» **WHAT TO PRODUCE**:
Extract, from the records beneath this instruction, each line that contains the word "green".

» **INPUT MATERIAL**:

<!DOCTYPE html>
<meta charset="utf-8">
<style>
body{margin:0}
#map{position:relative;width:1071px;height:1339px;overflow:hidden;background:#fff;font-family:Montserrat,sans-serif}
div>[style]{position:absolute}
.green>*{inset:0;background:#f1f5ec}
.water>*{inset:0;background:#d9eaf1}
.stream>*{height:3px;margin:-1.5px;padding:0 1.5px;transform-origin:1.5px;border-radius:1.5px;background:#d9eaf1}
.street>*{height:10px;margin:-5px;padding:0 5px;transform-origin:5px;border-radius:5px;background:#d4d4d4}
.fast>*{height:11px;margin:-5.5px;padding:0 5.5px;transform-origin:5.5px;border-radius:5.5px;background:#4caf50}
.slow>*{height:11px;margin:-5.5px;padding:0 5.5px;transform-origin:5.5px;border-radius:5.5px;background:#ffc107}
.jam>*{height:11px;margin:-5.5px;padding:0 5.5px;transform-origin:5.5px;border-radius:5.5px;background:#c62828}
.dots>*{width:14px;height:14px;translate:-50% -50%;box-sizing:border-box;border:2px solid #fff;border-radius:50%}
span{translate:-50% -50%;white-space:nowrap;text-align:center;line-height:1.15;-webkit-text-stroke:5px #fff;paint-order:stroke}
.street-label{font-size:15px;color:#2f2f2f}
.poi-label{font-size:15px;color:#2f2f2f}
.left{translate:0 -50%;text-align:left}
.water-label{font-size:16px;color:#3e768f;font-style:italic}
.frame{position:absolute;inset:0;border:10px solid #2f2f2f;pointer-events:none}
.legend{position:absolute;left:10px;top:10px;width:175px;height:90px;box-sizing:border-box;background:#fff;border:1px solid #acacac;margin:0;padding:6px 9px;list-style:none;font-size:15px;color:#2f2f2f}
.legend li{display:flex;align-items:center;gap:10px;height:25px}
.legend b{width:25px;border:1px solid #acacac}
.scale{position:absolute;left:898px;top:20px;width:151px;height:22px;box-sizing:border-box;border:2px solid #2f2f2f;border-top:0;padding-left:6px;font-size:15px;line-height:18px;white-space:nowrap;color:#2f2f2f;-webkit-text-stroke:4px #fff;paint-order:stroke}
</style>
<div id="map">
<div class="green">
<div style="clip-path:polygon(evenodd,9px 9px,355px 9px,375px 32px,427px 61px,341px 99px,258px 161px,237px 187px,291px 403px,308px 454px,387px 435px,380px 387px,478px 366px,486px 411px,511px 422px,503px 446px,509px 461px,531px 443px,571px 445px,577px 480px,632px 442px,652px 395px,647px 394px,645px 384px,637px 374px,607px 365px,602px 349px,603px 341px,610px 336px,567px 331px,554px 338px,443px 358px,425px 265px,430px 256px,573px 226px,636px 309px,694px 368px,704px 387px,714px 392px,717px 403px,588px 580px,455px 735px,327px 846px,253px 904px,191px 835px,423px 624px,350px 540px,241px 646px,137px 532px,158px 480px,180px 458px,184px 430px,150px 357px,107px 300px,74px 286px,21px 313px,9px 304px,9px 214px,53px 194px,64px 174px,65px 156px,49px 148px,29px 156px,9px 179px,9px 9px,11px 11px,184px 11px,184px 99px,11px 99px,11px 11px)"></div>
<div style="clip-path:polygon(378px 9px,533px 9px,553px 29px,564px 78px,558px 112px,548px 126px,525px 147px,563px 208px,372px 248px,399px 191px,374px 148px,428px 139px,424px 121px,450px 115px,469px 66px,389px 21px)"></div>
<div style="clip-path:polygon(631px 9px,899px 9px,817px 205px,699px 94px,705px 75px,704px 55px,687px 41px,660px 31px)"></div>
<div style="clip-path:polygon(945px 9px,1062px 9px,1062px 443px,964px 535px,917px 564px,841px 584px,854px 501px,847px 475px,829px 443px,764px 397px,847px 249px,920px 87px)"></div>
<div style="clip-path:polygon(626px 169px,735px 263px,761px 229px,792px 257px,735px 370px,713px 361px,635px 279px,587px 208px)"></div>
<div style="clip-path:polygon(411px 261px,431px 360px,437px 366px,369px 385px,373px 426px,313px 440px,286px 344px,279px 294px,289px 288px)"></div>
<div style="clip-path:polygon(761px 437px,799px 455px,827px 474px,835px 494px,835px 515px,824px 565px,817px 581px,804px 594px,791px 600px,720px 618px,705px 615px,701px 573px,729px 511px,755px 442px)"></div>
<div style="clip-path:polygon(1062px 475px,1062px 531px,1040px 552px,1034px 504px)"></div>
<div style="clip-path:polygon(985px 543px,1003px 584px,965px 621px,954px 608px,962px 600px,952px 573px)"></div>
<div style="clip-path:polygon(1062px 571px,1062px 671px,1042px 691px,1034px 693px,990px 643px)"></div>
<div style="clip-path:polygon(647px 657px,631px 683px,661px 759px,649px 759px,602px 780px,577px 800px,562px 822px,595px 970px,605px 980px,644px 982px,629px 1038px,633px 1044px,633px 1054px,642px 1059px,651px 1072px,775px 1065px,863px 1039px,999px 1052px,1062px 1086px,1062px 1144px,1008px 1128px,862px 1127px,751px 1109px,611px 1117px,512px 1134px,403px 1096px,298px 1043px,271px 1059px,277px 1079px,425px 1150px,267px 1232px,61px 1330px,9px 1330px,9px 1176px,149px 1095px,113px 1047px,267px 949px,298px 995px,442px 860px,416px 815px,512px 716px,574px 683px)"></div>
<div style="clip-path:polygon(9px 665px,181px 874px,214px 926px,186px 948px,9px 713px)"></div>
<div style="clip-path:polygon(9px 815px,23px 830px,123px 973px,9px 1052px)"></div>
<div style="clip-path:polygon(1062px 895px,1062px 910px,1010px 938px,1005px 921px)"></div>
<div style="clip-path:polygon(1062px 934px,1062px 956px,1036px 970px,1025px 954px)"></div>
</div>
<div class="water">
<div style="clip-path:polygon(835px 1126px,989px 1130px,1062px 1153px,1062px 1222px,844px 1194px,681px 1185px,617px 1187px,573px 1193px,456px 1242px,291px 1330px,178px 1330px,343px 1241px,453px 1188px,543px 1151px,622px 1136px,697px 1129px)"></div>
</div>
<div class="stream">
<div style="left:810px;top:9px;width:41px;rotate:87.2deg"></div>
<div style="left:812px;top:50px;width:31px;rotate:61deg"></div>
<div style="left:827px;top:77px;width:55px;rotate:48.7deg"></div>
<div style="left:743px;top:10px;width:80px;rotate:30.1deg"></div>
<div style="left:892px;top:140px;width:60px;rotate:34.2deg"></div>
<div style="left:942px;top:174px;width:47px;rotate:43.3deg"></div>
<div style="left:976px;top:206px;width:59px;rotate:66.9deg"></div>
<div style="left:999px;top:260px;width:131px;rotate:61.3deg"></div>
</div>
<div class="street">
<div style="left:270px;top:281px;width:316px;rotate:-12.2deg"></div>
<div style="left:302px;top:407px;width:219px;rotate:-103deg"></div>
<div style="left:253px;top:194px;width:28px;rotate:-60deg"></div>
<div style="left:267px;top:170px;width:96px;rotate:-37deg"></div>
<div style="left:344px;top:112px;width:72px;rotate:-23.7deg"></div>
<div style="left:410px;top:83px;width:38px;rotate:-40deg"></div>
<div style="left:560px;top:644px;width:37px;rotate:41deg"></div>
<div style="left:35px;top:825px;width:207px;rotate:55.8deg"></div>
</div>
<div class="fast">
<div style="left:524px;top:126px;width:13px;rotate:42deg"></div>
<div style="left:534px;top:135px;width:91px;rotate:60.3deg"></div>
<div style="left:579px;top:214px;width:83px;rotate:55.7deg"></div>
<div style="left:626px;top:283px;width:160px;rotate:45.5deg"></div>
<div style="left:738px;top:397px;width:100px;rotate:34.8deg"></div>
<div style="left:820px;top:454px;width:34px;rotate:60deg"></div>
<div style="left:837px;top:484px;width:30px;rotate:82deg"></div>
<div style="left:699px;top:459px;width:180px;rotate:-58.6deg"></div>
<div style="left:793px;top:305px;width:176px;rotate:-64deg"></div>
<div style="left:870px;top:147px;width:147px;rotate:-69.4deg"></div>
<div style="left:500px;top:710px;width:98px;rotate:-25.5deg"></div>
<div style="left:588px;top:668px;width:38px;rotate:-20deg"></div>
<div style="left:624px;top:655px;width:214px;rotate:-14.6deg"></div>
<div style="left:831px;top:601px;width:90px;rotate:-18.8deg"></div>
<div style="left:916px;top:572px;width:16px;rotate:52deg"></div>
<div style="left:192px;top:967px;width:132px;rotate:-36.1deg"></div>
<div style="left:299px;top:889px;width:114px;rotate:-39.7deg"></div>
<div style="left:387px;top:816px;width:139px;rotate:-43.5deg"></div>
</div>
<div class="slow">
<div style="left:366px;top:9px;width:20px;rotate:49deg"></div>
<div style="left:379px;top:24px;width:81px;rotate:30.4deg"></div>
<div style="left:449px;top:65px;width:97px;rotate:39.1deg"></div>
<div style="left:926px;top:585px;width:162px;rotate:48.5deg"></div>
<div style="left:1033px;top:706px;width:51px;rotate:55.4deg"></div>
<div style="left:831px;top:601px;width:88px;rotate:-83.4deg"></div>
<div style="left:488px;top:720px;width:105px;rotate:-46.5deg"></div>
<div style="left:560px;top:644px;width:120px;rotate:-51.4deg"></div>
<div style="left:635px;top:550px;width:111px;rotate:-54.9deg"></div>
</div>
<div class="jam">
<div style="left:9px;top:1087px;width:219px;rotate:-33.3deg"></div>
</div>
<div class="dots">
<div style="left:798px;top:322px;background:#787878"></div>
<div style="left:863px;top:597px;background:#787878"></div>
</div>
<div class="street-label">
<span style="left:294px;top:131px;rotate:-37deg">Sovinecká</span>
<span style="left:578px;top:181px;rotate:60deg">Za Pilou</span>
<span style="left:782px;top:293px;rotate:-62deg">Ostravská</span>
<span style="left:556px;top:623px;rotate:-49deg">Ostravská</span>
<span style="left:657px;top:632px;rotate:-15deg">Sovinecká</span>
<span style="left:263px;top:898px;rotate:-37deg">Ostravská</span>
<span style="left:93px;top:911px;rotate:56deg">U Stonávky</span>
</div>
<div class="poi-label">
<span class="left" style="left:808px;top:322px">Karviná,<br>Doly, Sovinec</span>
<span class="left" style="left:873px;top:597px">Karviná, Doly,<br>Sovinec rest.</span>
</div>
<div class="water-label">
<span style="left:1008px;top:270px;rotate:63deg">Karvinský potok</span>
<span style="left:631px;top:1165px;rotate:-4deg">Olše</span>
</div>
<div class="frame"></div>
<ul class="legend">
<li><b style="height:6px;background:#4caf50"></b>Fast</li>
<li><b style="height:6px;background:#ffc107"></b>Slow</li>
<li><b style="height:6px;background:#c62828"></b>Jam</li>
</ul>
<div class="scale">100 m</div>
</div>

» **RESULT OF THIS EXERCISE**:
.green>*{inset:0;background:#f1f5ec}
<div class="green">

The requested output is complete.